Em um ato completamente arbitrário, a cena do crime foi desfigurada pelos próprios PMs – além da dupla, havia já no local também a Força Tática. Testemunhas dizem que os policiais retiraram à força celulares das mãos de seus donos e apagaram o registro de imagens do que tinha acontecido. Os presentes se indignaram com o que viram – sinal de que interpretaram a ação realmente como completo abuso de autoridade e uso desproporcional da força.
“Negão” foi enterrado na sexta-feira, 14, no cemitério de Perus, na zona norte paulistana. De familiares, só a mãe e a irmã estiveram presentes. A mãe relatou que não falava com o filho havia três anos e que ele era realmente problemático, já tendo sido preso e condenado ao regime semiaberto. Antes, porém, trabalhara como vendedor e gerente de loja. Um dia, decidiu viver no mundo e nas ruas.
Fato é que alguma coisa mudou a vida de “Negão” para essa trajetória. O foco deste texto até que poderia ser ele e sua desrazão, mas não é. Ele está presente aqui por representar uma parcela considerável da população brasileira que é – como ele foi – vulnerável diante de todos os que detêm uma fatia de poder que seja. São diversos os “carroceiros” do Brasil: podem ser sem-teto, sem-terra, subempregados, mendigos, prostitutas, lavradores.

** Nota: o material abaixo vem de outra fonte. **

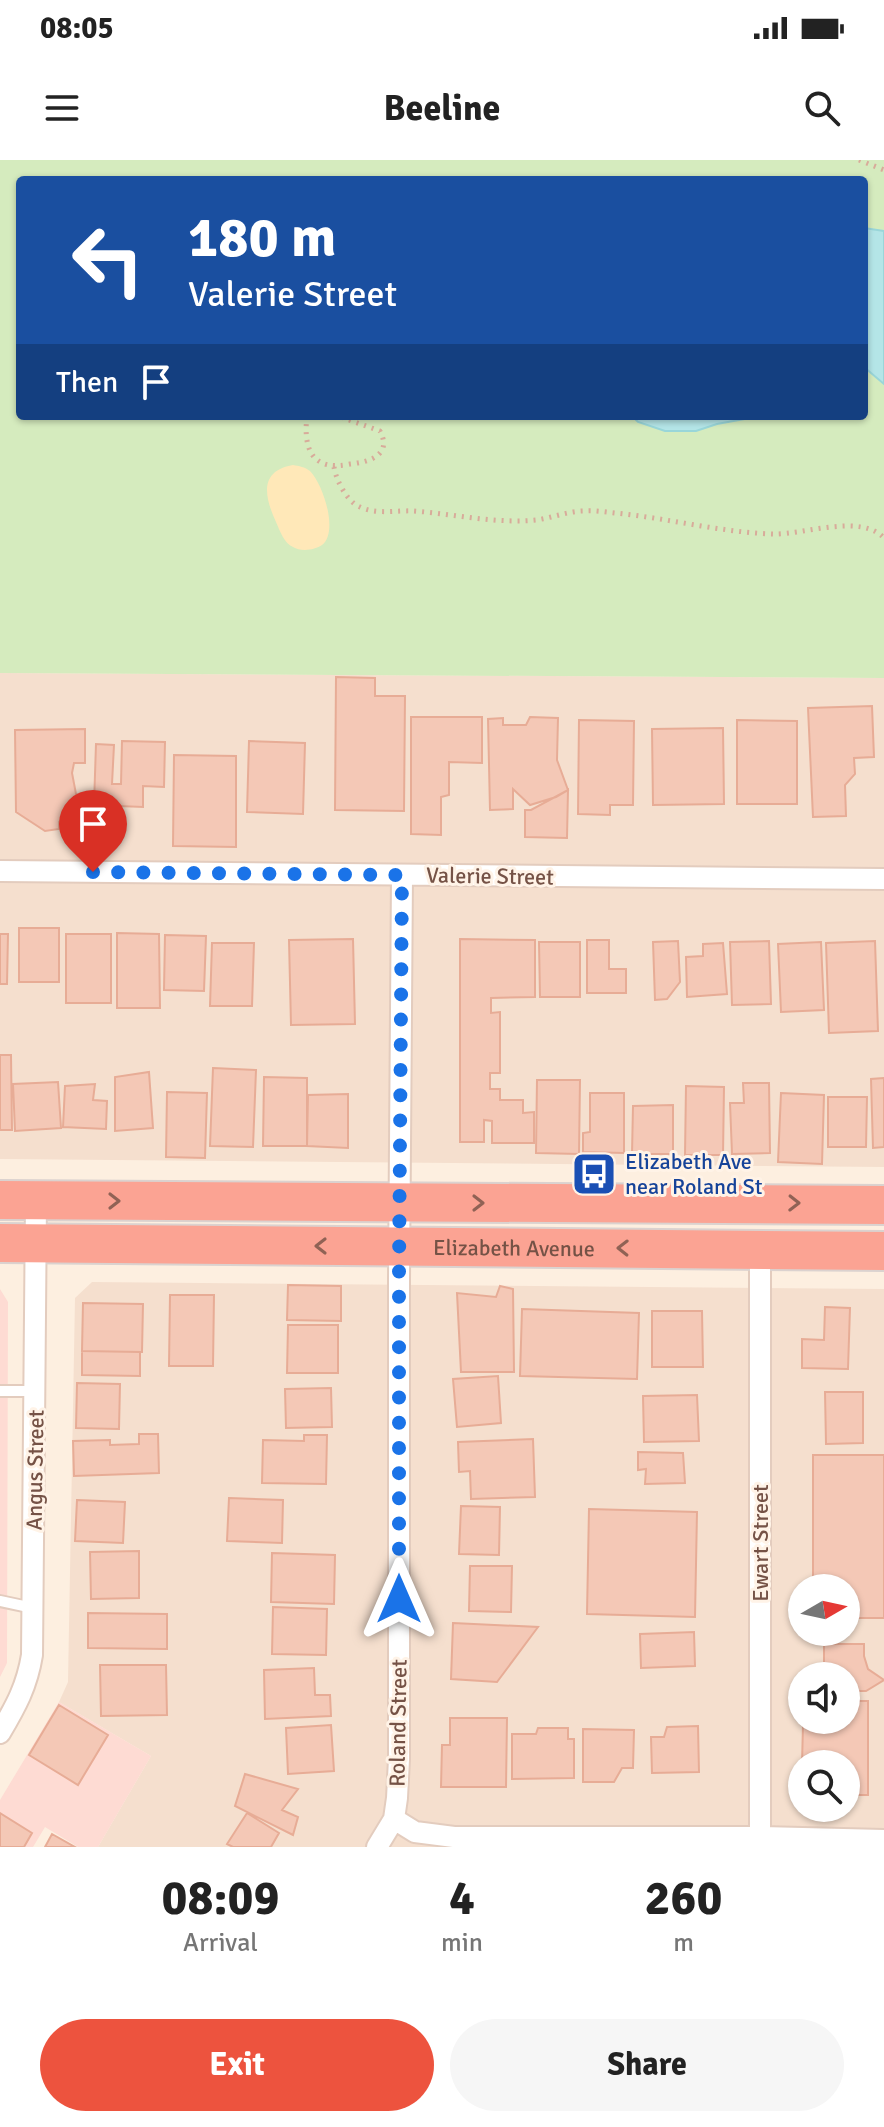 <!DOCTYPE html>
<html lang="en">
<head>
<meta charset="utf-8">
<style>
	body { margin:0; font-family:Signika,sans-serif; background:#f6f6f6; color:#222; height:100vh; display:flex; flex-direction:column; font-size:30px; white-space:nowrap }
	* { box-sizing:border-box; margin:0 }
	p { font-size:26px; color:#767676 }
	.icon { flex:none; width:44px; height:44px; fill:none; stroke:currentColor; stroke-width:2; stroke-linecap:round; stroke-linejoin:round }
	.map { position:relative; height:1687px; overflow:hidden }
	.side { display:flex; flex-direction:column; background:#fff; flex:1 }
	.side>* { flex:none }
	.banner { position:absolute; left:16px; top:16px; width:852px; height:244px; border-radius:8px; box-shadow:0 2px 6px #0004; background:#1a4fa0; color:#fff; overflow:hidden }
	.needle { width:52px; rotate:81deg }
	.controls { position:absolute; left:788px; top:1414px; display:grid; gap:16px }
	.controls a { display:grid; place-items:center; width:72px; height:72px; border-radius:50%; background:#fff; box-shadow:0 2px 6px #0004; font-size:40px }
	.pin { position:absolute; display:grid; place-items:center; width:68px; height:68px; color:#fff; margin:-82px -34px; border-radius:50% 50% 50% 0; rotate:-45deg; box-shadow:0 0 8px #0007 }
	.pin .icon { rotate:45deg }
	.me { position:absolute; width:88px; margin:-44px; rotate:0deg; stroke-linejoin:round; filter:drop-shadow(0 0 6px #0008) }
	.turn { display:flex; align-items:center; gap:28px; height:168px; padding:0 40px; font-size:36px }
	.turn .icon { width:104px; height:104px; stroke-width:2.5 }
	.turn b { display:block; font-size:56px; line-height:68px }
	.then { display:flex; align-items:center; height:76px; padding:0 40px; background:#0003; gap:16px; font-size:30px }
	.eta { display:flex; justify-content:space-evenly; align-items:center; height:136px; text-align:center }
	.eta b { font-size:48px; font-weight:700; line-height:56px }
	.primary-button { display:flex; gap:16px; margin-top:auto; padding:16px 40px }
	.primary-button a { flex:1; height:92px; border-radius:48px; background:#ed533e; color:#fff; font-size:32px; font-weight:700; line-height:92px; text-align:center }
	.primary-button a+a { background:#f6f6f6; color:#222 }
	.status { display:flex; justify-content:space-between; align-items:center; height:56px; padding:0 40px; background:#fff; direction:ltr }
	.status svg { height:22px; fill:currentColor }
	header { display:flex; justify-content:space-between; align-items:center; height:104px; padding:0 40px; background:#fff; font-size:36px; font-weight:700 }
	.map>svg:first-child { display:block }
</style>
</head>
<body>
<div class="status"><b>08:05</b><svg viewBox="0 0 49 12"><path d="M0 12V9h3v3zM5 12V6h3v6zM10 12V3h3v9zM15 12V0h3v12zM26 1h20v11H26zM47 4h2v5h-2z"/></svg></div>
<header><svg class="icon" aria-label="menu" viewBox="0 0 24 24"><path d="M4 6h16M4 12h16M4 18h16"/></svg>Beeline<svg class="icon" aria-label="search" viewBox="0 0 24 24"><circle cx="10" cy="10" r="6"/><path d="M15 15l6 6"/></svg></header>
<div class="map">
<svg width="884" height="1687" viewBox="0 0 884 1687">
	<rect width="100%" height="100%" fill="#fdefe0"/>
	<path fill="#f5dfce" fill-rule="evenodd" d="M0 513 884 518V1007L0 999Z
		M92 1122 884 1129V1687H98L151 1596 59 1542 68 1522 75 1138ZM802 1428H846V1472H802ZM802 1516H846V1560H802ZM802 1604H846V1648H802Z"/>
	<path fill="#fedbd3" d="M0 1129 8 1142 7 1503 0 1517Z
		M59 1542 151 1596 98 1687H78L45 1667 33 1687H0V1640Z"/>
	<path fill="#d5ebbe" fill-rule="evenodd" d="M0 0H884V518L0 513ZM20 20H864V256H20Z"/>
	<path fill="#ffe8b8" d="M293 305C299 306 305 307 310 311 323 324 339 372 322 385 315 390 301 392 293 387 284 383 280 371 276 362 265 338 258 311 293 305Z"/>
	<path fill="#b4e5e7" stroke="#99d6d9" stroke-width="2" d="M864 68 884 71V224L864 207Z
		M632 256H761L717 264 696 271H665L638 262Z"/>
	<path fill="#f4c8b6" stroke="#e7ac96" stroke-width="2" d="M336 517 375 518V536H405L404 651 335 650Z
		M872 546 874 597 854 598 855 614 845 625 846 656 813 657 808 548Z
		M411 557H482V603L449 602V635L441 637V675L411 674Z
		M530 557 558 558 557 600 568 630 556 637 530 645 513 629V649L490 650 488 559 503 558V565H526Z
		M579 560 634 561 633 645H610V655L578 654Z
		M737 560 797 561V644H737Z
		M723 568 724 644 653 645 652 569Z
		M85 569V603H74L72 613 76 634 86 637 82 650 73 647 59 662V669L45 671 16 652 15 570Z
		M122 581 165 582 164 627 143 626V647L94 645 96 584 114 585 112 624H121Z
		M249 581 305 583 303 654 247 652Z
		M174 595 236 596V687L173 686Z
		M568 630 567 678 525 677V650H531Z
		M19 768H59V822H19Z
		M117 773 159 774 160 848H117Z
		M0 774H8L7 824H0Z
		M66 774H111V843H66Z
		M165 775 206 776 204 831 164 830Z
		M353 779 355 864 291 865 289 780Z
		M460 779 535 780V837L491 838V853L500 852V913H490V929H500V940H523V953L534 952V983H492V961L484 960V982H460Z
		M587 780H609V809H626V833H587Z
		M678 781 680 822 667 839 655 840 653 782Z
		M769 781 771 844 732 845 730 782Z
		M875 781 878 871 829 873 826 783Z
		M539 782H580V837H540Z
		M821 782 824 850 781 852 778 784Z
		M212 783H254L252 846H210Z
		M723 783 727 834 687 837 686 797 703 796V784Z
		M0 895H11L12 970H0Z
		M213 908 256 910 253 987 210 986Z
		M149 912 153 968 115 971V917Z
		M264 917 307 918V986H263Z
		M884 918V987L873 988 871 919Z
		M537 920H580L579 994 536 993Z
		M58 922 61 968 15 971 13 924Z
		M743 923H769L770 993 732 994 730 943H744Z
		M95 924 93 940 107 941 106 969 63 967 65 926Z
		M686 926 724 927 723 995H685Z
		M167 932 207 933 205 998 166 997Z
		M590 933H624V993L583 992V973L590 972Z
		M781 933 824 935 822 1004 778 1002Z
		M348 934V988L307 986 308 935Z
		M828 937H867L866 987H828Z
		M673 945V994H632L633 946Z
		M288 1125 341 1126V1161L287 1160Z
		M500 1126 513 1129 514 1212H461L457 1133 496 1137Z
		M170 1135H214L213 1206H169Z
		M83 1143 143 1144 142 1192 82 1191Z
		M825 1147 850 1148 848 1209 802 1208V1179L824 1180Z
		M522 1149 639 1153 637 1219 520 1216Z
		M652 1151H702L703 1207H652Z
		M288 1165H338V1213H287Z
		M82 1191 140 1192V1216L82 1215Z
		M498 1216 501 1263 457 1267 453 1219Z
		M77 1223 120 1224 119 1269 76 1268Z
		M331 1228 332 1267 286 1268 285 1229Z
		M825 1232H863V1283L826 1284Z
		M697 1235 699 1281 644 1282 643 1236Z
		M139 1274H158L159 1313 74 1316 73 1281 110 1280V1285L139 1284Z
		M304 1275H327L326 1324 262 1323 263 1280 304 1281Z
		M533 1279 535 1337 471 1339 470 1311 459 1312 458 1282Z
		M638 1292 683 1293 685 1323 645 1324 646 1309 638 1310Z
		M813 1295H884V1458H846V1428H813Z
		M229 1338 283 1340 282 1383 227 1381Z
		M77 1340 125 1342 123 1383 75 1381Z
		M461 1346 500 1347 499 1395 459 1394Z
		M589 1349 697 1352 695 1457 587 1454Z
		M139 1391V1438L91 1439 90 1392Z
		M272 1393 335 1395 334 1444 271 1442Z
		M470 1406H512L511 1452 469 1451Z
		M273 1447 327 1449 326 1495 272 1494Z
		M88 1453 167 1454V1489L88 1488Z
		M453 1463 538 1467 497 1522 451 1519Z
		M694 1472 695 1506 641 1508 640 1474Z
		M824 1484H864V1496L868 1509 884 1520 866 1531H846V1516H824Z
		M100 1505H166L167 1555 101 1556Z
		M314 1508 315 1535H330L331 1556 265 1559 264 1510Z
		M846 1541H868V1635H846V1604H802L803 1565 820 1566V1560H846Z
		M59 1545 108 1575 78 1625 29 1595Z
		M450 1558H507L506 1627H441L442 1585H450Z
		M331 1565 334 1611 288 1614 286 1568Z
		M698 1566 699 1612 652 1613 651 1577H664L667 1567Z
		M538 1568H568V1579H574V1618L512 1619V1574H536Z
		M583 1569 634 1570 633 1608H622L614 1622H583Z
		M245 1614 298 1629 282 1650 298 1657 293 1675 235 1646Z
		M0 1653 32 1673 24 1687H0Z
		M247 1653 279 1673 271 1687H233L227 1684Z
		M52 1674 75 1687H45Z"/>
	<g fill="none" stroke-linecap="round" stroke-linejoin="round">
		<g stroke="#e3ccbe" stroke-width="14">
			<path id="lane" d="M0 1231H36
				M0 1441 33 1448"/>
		</g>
		<g stroke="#e3ccbe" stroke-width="24">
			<path id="street" d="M0 711 884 719
				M760 1090V1677
				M0 1573C16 1546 27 1526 32 1495L36 1041
				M394 1659 415 1672 454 1677H760L884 1680
				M377 1687 394 1659 397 1638 399 1599V1120L402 715"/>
		</g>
		<g stroke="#dbd2cf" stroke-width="42">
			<g id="highway">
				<path d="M0 1040 884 1045"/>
				<path id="s1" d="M0 1083 884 1091"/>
			</g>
		</g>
		<path stroke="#d8ab9a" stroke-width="5" stroke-dasharray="2 6" stroke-linecap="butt" d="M859 0 884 10
			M307 256C303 289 312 312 350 304 359 303 372 301 379 294 386 287 384 279 380 271L338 256
			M334 307C336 320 347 342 360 347 377 355 397 350 414 351 455 354 495 364 536 360 552 358 568 351 584 351 594 350 605 352 615 353 667 358 719 372 772 374 803 375 861 353 884 378"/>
		<use href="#lane" stroke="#fff" stroke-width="10"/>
		<use href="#street" stroke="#fff" stroke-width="20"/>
		<use href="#highway" stroke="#fba393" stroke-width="38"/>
	</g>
	<defs><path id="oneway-chevron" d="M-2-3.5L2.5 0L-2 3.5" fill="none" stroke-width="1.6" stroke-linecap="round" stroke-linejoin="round" transform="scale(2)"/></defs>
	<g stroke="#906255">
		<use href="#oneway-chevron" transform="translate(114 1041)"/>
		<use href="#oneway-chevron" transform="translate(478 1043)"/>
		<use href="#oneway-chevron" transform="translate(794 1043) rotate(1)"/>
		<use href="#oneway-chevron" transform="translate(321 1086) rotate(-180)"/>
		<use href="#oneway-chevron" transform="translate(623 1088) rotate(-179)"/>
	</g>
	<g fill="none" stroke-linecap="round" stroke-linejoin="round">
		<path stroke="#1a73e8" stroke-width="14" stroke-dasharray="0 25.2" d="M93 712 402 715 399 1114V1439"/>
	</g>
	<defs>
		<g id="bus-square" transform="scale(2.3)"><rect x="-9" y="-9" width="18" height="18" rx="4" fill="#1a4fb4" stroke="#fff3e7"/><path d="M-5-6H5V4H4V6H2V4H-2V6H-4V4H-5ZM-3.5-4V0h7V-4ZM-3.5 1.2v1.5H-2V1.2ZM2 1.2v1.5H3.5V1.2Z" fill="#fff"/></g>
	</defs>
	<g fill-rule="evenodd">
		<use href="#bus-square" x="594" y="1014"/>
	</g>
	<g text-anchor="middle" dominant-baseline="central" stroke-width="6" stroke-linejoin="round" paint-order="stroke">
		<g font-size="22" fill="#755246" stroke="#fff3e7">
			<text transform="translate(490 716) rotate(1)">Valerie Street</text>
			<text stroke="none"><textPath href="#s1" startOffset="514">Elizabeth Avenue</textPath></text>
			<text transform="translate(35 1310) rotate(-89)">Angus Street</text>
			<text transform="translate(760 1383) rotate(-90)">Ewart Street</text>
			<text transform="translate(398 1563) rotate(-89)">Roland Street</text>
		</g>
		<g font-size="22" fill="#164399" stroke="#fff3e7" text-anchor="start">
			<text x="625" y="1001">Elizabeth Ave<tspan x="625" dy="25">near Roland St</tspan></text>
		</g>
	</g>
</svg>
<div class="controls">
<a><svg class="needle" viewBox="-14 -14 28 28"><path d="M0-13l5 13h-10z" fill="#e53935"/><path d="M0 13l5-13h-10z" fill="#767676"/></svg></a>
<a><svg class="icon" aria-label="sound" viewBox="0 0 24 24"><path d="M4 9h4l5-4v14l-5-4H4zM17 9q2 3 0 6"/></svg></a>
<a><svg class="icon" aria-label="search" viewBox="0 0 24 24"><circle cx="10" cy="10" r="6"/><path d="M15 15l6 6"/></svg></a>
</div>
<div class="pin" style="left:93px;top:712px;background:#d93025"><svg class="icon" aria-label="arrive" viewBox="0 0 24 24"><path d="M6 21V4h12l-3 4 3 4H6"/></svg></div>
<svg class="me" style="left:399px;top:1439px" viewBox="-20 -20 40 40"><path d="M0-17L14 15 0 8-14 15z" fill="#1a73e8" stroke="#fff" stroke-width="4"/></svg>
<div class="banner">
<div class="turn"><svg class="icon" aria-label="left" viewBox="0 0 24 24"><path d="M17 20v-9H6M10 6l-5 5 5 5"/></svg><div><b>180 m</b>Valerie Street</div></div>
<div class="then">Then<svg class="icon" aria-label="arrive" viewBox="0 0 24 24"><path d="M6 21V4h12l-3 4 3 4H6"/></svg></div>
</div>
</div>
<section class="side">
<div class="eta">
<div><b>08:09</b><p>Arrival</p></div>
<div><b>4</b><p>min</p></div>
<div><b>260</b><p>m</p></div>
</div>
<div class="primary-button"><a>Exit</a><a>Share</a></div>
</section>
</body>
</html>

São eles tocados de um lado para outro, como recentemente se viu na cracolândia da mesma São Paulo. São todos aqueles que não dispõem de condições mínimas para se salvaguardar diante de qualquer abuso dos mais poderosos – e todos são mais poderosos que eles. São eles tanto o alvo da violência policial como do sarcasmo do jornalismo sensacionalista. (Aqui, parênteses abertos para lembrar uma cena que presenciei na Praça do Bandeirante, quando um “repórter” de TV entrevistava uma senhora moradora de rua, com transtornos mentais visíveis, tomando banho no espelho d’água do local, como “pauta” para uma “matéria”. Fosse a senhora perturbada de uma família de “gente de posses”, o “repórter” e seu “telejornal” muito provavelmente teriam de desembolsar uma boa quantia como indenização em danos morais pela “reportagem” absurda.)
Se fosse “Negão” uma personalidade ou pelo menos um menino de classe média, morto nas mesmas condições, o crime seria apurado até a última vírgula. O carroceiro talvez não vá se tornar só mais uma estatística porque o crime ocorreu em uma região nobre, em que as pessoas puderam presenciar o ocorrido e este ocorrido teve repercussão. Fosse numa favela ou num garimpo, poderia ser dada a certeza de que só seria um corpo a mais e nada mais. Exatamente como não deve ser, o Brasil nunca primou por cuidar de seus filhos, especialmente os mais desprotegidos – prova são as chacinas de posseiros por grileiros nas disputas de terra, como continua ocorrendo na Amazônia do século 21.
No Brasil de hoje, mais do que nunca, vale mais ter do que ser. Assim, não importa quem seja o porco que suja as ruas cada vez que abre a janela de seu carro importado: ele “tem”. “Negão” e seus colegas párias, sem nada ter, apenas “são”. Um processo de apagamento – às vezes até literal, como foi com o carroceiro – que a atual geração não tem dado perspectivas de superar.